• _ACTIVITY_: You are asked to filter the data below and copy every line holding "speed".

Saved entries
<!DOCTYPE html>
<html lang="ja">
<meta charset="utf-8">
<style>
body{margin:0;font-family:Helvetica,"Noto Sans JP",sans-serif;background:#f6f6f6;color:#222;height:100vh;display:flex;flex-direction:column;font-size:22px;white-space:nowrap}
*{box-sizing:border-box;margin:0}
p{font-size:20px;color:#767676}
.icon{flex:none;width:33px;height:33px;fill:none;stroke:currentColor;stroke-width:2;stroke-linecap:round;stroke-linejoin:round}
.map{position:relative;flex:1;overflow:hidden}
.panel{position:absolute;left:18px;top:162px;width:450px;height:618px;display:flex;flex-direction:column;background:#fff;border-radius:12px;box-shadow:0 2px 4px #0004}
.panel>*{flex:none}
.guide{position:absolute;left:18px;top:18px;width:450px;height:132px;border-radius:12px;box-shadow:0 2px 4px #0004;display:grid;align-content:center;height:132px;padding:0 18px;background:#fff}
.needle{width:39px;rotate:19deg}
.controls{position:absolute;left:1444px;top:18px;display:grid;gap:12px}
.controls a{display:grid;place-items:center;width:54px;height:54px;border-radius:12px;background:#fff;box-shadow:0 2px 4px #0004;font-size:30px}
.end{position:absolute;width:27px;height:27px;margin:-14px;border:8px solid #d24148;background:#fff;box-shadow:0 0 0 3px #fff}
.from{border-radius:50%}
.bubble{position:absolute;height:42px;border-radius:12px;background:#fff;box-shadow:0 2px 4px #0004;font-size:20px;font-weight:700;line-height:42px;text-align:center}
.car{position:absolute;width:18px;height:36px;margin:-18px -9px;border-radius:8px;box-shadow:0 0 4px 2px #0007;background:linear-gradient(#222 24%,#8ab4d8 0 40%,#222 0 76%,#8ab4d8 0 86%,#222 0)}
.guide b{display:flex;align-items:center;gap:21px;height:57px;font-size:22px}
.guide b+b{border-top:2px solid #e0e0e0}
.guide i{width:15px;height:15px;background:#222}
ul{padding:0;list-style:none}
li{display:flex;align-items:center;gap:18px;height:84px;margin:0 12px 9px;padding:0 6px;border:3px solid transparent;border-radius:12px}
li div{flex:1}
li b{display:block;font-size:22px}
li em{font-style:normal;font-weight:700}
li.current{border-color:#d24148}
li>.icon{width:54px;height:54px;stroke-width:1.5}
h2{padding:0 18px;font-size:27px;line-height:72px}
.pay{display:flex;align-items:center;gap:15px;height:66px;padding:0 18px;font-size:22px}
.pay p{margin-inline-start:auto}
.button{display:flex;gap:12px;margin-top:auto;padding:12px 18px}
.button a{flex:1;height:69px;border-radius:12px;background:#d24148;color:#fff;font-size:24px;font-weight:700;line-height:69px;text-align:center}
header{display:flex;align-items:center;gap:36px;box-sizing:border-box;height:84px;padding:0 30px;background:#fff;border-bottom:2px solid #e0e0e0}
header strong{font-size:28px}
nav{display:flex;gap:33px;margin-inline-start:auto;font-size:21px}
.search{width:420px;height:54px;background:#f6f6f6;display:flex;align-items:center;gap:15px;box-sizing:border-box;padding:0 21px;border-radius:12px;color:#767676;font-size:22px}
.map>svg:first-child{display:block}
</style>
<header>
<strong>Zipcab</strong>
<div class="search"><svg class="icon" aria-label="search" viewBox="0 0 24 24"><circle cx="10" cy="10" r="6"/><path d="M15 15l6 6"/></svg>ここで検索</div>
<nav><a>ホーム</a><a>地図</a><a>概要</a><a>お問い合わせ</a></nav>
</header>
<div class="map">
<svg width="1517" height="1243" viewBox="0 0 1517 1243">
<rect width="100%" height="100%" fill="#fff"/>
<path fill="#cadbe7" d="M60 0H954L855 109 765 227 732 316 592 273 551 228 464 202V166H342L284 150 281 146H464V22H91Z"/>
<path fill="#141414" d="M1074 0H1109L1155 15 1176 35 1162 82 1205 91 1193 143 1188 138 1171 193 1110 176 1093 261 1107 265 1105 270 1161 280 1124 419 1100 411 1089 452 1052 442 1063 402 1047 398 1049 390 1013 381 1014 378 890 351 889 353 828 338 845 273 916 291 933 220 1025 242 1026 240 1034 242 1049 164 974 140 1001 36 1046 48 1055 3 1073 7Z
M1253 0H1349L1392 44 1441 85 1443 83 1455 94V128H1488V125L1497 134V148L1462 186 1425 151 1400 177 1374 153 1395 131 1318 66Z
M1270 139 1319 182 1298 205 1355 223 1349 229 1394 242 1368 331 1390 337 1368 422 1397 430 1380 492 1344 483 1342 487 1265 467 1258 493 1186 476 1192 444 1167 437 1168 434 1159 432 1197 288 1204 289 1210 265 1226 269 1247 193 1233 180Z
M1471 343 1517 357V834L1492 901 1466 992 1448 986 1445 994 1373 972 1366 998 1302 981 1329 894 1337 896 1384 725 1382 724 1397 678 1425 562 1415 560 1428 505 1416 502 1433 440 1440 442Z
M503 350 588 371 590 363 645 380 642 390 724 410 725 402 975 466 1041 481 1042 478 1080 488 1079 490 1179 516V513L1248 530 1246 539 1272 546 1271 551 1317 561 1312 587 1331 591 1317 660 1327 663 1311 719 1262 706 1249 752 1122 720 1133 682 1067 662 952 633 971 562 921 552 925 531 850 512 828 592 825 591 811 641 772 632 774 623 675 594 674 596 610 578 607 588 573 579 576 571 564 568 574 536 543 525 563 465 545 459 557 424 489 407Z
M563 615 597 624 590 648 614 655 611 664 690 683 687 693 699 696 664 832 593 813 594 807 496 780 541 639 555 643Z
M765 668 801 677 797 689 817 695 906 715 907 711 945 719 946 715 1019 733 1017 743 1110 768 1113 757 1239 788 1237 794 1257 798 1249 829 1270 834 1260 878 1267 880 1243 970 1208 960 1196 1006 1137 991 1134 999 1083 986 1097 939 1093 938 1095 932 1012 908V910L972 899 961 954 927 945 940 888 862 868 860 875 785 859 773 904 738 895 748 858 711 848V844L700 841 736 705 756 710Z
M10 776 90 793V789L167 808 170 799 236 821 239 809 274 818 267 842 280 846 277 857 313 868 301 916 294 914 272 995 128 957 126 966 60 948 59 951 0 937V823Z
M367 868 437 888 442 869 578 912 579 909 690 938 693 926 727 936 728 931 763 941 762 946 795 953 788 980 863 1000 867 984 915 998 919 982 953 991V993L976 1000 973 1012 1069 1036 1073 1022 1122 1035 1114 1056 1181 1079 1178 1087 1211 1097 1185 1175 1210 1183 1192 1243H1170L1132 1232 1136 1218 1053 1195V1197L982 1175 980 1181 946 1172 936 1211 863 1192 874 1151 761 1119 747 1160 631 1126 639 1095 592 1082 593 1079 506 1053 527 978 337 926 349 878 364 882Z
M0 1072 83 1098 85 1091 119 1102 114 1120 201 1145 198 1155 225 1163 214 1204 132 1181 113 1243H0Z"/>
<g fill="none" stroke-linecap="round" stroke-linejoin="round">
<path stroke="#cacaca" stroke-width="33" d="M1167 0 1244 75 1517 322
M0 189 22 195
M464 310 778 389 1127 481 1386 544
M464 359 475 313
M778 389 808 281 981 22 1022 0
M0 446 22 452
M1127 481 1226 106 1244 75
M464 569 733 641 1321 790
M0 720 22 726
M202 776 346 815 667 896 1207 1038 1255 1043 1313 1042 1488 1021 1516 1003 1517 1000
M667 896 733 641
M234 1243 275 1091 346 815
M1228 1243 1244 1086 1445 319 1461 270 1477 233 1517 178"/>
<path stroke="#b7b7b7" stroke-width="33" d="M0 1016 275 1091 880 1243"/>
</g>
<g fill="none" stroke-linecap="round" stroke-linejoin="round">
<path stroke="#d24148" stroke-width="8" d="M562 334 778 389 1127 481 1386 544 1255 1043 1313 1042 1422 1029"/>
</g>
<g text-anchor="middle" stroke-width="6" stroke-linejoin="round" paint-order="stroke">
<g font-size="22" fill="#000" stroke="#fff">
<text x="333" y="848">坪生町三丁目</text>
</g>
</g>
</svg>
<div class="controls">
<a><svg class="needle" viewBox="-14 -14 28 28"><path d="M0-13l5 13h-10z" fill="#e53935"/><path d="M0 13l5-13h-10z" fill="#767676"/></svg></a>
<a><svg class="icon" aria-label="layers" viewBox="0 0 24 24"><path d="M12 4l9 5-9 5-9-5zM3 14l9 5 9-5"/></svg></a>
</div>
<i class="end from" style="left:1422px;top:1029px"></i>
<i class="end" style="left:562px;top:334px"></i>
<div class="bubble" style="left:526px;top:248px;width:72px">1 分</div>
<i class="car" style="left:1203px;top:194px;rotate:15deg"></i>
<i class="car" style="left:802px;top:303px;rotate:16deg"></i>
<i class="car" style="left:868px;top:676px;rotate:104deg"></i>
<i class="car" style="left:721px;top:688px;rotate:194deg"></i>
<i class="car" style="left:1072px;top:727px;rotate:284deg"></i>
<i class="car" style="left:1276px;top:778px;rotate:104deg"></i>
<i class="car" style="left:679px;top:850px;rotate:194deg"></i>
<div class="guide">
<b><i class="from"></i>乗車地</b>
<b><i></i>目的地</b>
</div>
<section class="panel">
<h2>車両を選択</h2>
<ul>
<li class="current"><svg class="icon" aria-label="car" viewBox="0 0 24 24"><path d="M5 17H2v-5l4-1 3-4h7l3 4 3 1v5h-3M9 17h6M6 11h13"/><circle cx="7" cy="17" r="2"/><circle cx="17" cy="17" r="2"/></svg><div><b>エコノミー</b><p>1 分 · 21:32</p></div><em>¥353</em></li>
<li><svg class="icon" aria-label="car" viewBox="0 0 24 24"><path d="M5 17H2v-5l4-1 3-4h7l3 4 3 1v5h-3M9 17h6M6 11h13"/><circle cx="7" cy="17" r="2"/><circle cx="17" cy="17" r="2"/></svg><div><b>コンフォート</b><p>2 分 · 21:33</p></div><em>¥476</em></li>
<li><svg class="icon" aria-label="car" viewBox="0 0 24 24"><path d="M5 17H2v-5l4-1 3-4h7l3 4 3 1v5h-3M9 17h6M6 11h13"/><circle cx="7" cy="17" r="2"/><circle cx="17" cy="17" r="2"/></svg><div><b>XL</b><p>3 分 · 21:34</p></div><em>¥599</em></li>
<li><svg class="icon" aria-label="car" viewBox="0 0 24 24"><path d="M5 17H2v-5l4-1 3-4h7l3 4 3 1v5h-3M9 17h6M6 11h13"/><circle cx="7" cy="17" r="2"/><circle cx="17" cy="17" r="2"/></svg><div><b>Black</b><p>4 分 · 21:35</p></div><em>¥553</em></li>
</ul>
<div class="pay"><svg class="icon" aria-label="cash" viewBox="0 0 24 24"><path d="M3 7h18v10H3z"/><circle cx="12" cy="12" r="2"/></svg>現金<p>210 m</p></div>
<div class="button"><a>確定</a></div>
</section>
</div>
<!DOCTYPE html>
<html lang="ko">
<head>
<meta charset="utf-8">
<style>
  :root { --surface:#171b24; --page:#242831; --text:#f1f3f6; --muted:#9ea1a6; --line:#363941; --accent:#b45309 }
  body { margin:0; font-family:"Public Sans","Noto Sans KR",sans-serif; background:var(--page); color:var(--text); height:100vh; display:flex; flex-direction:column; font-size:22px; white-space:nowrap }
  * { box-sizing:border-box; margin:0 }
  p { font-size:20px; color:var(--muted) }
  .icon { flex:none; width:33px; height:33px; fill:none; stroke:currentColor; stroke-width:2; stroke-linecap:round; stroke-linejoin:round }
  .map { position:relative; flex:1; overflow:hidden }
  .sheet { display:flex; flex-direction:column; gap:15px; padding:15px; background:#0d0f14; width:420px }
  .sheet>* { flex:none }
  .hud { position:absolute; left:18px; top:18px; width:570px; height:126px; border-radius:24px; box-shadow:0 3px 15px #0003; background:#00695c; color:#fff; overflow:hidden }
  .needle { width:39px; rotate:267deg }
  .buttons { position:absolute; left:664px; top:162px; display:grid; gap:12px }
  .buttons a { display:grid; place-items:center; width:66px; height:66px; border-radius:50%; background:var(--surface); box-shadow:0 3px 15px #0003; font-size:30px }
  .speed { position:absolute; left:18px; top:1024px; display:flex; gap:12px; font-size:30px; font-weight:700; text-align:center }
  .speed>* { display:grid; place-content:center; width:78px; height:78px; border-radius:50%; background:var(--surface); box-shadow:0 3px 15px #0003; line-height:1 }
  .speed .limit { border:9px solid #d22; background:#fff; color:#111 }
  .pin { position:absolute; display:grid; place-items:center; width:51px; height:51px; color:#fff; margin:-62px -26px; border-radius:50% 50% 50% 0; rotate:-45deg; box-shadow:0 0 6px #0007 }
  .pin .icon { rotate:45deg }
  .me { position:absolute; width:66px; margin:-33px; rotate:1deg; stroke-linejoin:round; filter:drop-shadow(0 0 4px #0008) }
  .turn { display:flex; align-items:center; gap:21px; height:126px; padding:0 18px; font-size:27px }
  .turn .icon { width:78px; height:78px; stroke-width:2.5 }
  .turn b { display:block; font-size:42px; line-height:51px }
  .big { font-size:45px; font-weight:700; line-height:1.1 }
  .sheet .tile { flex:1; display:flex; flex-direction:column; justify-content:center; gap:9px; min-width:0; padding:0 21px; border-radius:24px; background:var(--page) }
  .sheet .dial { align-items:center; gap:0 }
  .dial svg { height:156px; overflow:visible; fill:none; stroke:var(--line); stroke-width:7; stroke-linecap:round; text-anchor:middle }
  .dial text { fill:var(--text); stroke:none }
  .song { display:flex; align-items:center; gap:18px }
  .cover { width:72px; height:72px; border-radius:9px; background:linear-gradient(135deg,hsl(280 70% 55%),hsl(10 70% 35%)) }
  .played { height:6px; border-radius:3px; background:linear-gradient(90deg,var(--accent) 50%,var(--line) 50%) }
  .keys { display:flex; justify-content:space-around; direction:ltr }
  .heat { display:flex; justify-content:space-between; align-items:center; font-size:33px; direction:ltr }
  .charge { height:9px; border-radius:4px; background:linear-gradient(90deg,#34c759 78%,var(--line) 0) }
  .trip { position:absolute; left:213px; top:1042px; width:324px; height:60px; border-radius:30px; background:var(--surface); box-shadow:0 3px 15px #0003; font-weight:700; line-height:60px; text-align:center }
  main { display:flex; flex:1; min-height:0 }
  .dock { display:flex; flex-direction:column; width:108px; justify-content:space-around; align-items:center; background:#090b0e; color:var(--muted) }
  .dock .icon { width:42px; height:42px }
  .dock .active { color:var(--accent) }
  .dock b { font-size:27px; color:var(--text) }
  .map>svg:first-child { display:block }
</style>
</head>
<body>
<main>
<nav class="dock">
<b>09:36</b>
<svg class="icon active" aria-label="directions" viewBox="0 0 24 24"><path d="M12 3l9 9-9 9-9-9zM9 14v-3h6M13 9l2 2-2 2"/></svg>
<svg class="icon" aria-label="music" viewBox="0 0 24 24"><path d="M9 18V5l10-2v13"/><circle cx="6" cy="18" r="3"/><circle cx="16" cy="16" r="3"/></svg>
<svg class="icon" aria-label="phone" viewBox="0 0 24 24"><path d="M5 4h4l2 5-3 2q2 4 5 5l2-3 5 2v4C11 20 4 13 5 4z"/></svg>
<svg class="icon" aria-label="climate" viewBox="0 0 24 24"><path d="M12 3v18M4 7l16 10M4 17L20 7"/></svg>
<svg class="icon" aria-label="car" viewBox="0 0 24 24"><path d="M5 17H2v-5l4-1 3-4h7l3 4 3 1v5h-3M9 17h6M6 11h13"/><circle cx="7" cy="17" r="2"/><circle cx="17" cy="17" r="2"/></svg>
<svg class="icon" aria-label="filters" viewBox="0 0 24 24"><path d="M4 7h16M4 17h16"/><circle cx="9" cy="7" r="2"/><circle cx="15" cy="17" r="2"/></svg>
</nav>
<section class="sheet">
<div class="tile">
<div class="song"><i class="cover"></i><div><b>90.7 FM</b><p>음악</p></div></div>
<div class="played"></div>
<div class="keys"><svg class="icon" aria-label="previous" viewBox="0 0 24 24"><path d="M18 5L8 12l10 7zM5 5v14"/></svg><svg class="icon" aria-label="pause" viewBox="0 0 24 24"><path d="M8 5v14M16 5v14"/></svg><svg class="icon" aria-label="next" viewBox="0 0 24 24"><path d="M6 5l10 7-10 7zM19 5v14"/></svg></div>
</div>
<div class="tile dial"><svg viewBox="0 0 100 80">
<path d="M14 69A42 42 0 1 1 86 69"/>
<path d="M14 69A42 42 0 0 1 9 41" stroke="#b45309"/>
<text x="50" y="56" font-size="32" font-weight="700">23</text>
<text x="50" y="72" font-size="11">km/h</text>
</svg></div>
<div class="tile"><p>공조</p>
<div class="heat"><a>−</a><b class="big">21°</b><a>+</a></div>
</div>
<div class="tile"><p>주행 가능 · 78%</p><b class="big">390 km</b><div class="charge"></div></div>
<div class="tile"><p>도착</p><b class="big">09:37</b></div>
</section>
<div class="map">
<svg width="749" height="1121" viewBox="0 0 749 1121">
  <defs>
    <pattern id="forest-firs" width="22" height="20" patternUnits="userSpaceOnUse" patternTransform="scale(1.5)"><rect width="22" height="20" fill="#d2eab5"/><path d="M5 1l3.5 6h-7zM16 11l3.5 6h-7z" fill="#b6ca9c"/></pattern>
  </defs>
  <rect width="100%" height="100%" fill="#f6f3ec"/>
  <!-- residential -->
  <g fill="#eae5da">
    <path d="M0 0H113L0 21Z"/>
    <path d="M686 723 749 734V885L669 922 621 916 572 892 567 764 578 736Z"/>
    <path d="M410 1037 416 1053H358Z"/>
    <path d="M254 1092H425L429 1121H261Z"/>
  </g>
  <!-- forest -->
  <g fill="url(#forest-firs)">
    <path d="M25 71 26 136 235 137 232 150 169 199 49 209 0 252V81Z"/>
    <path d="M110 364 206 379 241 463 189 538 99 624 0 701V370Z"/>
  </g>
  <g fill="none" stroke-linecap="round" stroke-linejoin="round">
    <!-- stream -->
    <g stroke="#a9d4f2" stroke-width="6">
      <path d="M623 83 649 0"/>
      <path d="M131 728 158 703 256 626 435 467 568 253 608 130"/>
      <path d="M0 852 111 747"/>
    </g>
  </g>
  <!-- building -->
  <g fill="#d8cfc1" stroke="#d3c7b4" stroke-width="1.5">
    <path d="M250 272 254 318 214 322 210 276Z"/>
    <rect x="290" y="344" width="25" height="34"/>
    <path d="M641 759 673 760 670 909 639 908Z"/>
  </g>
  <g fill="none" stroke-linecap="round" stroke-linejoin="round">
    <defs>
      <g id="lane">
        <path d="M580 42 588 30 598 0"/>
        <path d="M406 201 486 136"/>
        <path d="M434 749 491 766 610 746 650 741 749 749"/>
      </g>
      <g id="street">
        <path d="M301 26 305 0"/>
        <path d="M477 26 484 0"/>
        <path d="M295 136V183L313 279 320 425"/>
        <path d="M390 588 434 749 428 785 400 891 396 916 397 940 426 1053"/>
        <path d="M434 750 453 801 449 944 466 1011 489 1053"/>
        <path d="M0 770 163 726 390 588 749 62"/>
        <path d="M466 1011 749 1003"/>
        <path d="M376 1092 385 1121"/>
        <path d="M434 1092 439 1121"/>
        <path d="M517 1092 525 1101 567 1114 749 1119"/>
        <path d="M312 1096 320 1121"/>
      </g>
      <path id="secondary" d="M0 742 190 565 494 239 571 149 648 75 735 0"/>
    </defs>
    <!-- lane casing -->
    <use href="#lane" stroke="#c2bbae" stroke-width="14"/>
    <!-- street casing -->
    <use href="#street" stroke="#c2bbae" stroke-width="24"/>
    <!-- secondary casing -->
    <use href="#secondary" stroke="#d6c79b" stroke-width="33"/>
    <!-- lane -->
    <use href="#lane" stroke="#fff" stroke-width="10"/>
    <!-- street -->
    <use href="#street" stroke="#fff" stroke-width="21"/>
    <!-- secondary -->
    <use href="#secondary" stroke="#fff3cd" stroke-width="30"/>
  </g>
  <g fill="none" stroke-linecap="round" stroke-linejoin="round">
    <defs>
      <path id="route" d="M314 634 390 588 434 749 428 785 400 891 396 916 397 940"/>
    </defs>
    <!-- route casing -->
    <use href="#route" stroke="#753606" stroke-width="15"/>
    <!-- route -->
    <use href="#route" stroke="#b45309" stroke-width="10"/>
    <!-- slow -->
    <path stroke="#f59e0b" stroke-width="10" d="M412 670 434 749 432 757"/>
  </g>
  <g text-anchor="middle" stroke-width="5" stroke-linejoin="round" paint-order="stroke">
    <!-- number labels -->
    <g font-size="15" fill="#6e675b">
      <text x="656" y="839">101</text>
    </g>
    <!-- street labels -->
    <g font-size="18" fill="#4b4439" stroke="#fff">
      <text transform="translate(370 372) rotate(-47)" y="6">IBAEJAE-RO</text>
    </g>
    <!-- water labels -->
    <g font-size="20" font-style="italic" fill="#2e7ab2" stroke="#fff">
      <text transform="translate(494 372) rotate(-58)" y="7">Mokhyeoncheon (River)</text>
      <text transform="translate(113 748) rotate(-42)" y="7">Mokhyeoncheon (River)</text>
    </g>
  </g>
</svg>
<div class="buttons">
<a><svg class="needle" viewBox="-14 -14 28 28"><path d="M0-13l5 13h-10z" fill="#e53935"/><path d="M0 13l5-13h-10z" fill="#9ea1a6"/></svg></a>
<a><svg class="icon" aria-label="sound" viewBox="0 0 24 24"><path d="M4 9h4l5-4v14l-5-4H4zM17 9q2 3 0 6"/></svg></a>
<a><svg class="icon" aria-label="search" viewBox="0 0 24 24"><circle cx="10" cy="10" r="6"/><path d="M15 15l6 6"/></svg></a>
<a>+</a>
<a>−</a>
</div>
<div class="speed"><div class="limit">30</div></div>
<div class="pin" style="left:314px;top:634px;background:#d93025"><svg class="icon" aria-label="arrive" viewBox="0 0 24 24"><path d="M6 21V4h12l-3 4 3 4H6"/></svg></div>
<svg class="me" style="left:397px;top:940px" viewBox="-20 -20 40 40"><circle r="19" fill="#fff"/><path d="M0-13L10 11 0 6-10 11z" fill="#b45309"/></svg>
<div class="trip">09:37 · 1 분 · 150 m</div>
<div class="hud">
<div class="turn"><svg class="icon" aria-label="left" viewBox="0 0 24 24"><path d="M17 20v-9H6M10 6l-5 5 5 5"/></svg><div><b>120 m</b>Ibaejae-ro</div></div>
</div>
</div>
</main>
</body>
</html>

• _PROBLEM SOLUTION_:
  .speed { position:absolute; left:18px; top:1024px; display:flex; gap:12px; font-size:30px; font-weight:700; text-align:center }
  .speed>* { display:grid; place-content:center; width:78px; height:78px; border-radius:50%; background:var(--surface); box-shadow:0 3px 15px #0003; line-height:1 }
  .speed .limit { border:9px solid #d22; background:#fff; color:#111 }
<div class="speed"><div class="limit">30</div></div>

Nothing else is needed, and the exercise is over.